HighlightsJazz im April

Von Matthias Wegner

Jazzmeia Horn (Jacob Blickenstaff)
Jazzmeia Horn (Jacob Blickenstaff)

Der April steht traditionell im Zeichen der jazzahead!, die vom 19.- 22.4. in Bremen stattfindet. Wir senden live aus Bremen und berichten im Vorfeld und im Nachgang von diesem bedeutenden Treffpunkt der internationalen Szene aus verschiedenen Perspektiven. Wir widmen uns außerdem dem „Pulsar Trio“ aus Potsdam, stellen ein neues Album des amerikanischen Vibraphonisten David Friedman vor und unterhalten uns ausführlich mit dem Bassisten und Komponisten Lukas Kranzelbinder

Dienstag, 3.April  / Tonart Jazz, 1:05 – 5:00 Uhr
Neuere Jazzgeschichte: der "Acid Jazz" der 90er Jahre

Als die Zeit der "Eisernen Lady" zu Ende ging, bildete sich in England eine neue musikalische Spielart: der "Acid Jazz" – modern, tanzbar und angereichert mit einer Mischung aus Funk, Soul und Dance-Elementen. Bands wie "Galliano", "Jamiroquai" oder die "Brand New Heavies" sprachen eine neue, jüngere Generation an; DJs wie Gilles Peterson und Chris Bangs trugen die Musik in die Londoner Club-Szene.

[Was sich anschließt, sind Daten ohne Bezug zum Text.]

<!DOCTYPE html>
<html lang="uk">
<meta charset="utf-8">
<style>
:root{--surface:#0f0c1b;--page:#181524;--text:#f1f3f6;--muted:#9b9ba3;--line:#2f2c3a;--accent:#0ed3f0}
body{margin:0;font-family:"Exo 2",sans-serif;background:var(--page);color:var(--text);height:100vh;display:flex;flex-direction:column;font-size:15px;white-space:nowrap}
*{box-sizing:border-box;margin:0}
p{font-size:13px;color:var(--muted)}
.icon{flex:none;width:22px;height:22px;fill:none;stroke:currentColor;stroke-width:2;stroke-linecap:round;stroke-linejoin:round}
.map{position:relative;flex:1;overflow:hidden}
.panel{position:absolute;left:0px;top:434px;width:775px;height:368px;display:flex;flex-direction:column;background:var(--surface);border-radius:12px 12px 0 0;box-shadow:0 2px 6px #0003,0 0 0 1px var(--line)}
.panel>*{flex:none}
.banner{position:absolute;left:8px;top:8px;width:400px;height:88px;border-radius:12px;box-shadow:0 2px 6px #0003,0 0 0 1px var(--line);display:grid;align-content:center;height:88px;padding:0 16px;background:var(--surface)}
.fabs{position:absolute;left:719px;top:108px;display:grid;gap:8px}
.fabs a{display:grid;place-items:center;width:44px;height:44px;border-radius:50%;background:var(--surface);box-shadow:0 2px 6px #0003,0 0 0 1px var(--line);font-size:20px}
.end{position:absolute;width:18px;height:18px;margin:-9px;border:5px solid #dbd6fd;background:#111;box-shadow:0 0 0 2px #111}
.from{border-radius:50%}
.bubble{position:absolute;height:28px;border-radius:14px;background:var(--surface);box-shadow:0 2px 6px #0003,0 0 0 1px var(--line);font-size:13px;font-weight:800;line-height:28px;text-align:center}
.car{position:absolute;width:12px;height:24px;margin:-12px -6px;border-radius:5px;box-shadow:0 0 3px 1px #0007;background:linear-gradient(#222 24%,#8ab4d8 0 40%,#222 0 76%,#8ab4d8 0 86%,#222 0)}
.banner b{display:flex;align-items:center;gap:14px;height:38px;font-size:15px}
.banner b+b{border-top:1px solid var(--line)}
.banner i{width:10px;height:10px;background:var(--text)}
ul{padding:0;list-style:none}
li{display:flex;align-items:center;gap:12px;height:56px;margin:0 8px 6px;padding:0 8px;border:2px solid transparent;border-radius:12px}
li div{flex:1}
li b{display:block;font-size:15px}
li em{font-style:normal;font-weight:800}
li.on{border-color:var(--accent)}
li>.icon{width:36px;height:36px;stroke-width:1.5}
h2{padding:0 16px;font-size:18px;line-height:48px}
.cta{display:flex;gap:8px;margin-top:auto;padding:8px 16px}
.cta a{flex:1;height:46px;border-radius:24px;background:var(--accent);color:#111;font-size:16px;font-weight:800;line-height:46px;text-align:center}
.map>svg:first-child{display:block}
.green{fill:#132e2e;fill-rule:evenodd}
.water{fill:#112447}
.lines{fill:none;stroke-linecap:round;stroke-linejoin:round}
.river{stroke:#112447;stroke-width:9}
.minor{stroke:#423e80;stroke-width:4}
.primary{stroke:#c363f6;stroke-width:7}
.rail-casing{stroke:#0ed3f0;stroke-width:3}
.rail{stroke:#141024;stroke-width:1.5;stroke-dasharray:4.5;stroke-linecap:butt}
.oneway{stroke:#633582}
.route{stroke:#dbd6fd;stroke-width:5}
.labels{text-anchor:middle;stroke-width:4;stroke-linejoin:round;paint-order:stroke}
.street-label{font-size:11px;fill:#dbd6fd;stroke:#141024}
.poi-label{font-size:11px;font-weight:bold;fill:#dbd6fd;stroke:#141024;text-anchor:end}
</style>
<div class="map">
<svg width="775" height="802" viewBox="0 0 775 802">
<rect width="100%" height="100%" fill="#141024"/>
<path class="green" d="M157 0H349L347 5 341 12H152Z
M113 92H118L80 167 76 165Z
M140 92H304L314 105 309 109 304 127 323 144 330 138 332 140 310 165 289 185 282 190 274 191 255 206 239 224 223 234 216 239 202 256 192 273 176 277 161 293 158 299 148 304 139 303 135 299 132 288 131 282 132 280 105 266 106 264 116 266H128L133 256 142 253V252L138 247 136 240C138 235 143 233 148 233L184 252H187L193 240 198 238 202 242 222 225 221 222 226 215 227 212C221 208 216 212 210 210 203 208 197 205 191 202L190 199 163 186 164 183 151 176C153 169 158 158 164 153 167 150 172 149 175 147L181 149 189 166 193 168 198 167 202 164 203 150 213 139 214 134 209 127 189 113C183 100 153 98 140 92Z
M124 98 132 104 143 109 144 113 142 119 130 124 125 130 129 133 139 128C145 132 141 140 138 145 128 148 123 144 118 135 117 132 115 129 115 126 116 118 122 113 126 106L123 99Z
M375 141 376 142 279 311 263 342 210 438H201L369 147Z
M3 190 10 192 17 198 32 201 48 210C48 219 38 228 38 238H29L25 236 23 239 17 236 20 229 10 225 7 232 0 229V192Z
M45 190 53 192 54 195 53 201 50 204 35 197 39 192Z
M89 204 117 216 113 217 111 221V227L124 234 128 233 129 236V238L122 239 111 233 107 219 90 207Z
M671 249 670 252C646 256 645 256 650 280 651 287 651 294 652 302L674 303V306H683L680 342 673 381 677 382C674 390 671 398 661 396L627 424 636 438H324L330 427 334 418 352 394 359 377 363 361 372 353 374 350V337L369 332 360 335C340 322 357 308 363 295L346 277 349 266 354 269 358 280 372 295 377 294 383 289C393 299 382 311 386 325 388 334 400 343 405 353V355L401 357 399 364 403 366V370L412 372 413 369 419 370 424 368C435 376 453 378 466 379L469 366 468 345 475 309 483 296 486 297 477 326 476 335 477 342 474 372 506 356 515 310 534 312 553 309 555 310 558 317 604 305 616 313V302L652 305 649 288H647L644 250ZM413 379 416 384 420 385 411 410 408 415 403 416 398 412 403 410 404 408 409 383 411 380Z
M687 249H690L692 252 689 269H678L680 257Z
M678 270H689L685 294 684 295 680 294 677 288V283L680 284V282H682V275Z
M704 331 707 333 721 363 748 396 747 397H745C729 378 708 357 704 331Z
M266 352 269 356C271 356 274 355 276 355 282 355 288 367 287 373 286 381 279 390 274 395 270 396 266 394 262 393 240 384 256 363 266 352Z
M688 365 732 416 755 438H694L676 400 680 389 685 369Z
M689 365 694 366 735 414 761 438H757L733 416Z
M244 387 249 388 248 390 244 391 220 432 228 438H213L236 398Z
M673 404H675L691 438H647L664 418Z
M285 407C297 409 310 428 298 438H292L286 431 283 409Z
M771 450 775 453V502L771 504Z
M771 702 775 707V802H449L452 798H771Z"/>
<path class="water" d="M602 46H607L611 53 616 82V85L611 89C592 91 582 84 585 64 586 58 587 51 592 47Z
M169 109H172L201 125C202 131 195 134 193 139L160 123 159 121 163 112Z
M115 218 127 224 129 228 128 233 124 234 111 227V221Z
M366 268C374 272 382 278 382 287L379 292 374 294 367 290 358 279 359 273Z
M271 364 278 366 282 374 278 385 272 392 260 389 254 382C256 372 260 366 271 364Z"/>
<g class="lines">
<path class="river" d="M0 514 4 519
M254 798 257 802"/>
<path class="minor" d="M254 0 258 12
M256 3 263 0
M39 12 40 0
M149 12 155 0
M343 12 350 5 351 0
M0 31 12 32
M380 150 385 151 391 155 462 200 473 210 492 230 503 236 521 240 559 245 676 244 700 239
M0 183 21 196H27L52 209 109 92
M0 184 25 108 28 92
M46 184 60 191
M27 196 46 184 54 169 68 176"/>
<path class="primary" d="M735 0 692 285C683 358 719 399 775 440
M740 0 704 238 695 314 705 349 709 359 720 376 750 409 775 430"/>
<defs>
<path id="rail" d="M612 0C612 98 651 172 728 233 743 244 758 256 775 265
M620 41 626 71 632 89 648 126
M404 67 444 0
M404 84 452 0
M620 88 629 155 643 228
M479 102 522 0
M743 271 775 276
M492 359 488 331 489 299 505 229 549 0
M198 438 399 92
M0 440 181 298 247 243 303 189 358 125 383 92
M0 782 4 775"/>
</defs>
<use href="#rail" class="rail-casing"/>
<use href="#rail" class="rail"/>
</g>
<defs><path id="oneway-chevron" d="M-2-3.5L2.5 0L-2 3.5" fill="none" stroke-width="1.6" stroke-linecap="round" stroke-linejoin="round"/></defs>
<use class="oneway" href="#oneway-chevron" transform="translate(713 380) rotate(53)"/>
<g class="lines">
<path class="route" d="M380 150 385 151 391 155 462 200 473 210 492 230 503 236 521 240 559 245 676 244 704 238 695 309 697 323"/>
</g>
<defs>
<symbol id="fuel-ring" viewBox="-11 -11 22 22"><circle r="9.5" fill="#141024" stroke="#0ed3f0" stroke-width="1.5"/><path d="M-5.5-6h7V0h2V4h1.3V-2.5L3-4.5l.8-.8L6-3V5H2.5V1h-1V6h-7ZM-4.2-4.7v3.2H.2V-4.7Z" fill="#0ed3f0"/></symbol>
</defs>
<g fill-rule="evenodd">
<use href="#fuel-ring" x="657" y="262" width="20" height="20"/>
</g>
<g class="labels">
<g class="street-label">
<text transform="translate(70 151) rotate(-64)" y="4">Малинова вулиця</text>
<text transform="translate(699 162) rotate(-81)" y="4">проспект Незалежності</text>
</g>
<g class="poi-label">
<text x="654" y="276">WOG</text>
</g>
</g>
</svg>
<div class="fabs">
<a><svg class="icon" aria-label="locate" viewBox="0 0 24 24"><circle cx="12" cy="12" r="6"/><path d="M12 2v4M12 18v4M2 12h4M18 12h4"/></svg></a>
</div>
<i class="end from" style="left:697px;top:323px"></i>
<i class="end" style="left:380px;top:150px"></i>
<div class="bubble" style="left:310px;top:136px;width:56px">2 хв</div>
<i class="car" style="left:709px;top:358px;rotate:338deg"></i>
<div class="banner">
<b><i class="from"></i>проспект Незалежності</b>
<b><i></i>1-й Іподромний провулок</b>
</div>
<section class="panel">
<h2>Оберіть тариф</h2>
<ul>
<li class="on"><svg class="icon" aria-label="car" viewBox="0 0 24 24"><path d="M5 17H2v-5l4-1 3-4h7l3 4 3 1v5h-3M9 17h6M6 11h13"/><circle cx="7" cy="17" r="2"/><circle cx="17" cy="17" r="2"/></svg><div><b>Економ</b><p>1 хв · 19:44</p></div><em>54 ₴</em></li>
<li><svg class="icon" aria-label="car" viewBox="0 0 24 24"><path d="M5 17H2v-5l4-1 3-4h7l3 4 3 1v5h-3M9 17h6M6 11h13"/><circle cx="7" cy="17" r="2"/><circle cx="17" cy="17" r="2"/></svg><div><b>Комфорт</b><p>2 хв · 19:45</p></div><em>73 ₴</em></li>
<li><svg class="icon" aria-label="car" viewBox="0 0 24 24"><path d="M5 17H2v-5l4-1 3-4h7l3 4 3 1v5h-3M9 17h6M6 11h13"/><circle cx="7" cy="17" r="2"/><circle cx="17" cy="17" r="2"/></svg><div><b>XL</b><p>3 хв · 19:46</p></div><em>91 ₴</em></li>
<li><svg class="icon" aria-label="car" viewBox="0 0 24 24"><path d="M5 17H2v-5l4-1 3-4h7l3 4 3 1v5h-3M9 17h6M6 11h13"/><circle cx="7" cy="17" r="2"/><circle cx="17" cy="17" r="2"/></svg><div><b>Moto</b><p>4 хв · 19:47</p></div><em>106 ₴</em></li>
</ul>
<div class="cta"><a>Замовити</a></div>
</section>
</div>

Von dort war es nur noch eine Frage der Zeit, bis die Welle auch aufs Festland schwappte: "Jazzanova" in Deutschland, Kruder & Dorfmeister in Österreich oder MC Solaar in Frankreich machten den Acid Jazz auch im Rest von Europa salon- bzw.clubfähig.
Moderation: Vincent Neumann


Montag, 09. April  / Tonart am Vormittag, 11:35 Uhr 
Trio-Jazz mit Sitar: das "Pulsar Trio"

Das Pulsar Trio erinnert an andere progressive Jazztrios, wie die Briten GoGo Penguin, oder das deutsche Michael Wollny Trio. Mit der Sitar erspielt sich das Potsdamer Trio aber einen Extraplatz, denn für westliches Publikum ist dieses Instrument – trotz Beatles, Rolling Stones und Ravi Shankar - immer noch eine Besonderheit. Das neue Album "Zoo of Songs" ist ein Eintauchen in die Tiefen des Klangraums. Die Band erzeugt in ihrer Musik sinnliche Schwebezustände, den Rausch des freien Falls und das Dahingleiten über weite Flächen.
Autor: Till Lorenzen

Montag, 09.April  / In Concert, 20:03 – 21:30 Uhr 
Aufmunternde Musik in schwierigen Zeiten: Holler my Dear

Holler My Dear (Stefanie Marcus)Holler My Dear (Stefanie Marcus)
Ohne Frage: Die Musik der Berliner Band "Holler My Dear" ist tanzbarer geworden. Das neue Album "Steady as she goes" erweist sich als ein aufmunterndes Statement in schwierigen Zeiten, betont auch die Sängerin Laura Winkler. "Man muss mit diesen Dingen, die aktuell nicht so gut laufen, irgendwie klar kommen und das äußerst sich in verschiedenen Varianten", sagt die Österreicherin. Man sei ja auch nicht jeden Tag gleich stark und daher gebe es auch immer wieder introspektive Songs in ihrem Repertoire. Dabei findet die Band eine sehr schöne Balance aus Nachdenklichkeit und Optimismus. Instrumente wie Mandoline oder Akkordeon und der mehrstimmige Gesang bringen eine zusätzliche Wärme in den Sound der Band.

Holler My Dear:
Laura Winkler, Gesang
Stephen Moult, Trompete, Gesang
Fabian Koppri, Mandoline, Gesang
Valentin Butt, Akkordeon
Lucas Dietrich, Kontrabass
Elena Shams, Schlagzeug
Kantine am Berghain, Berlin
Aufzeichnung vom 08.02.2018

Moderation: Matthias Wegner

Dienstag, 10.April  / Tonart Jazz, 1:05 – 5:00 Uhr

Schlüsselfigur der Avantgarde: Der Pianist Cecil Taylor (1929-2018)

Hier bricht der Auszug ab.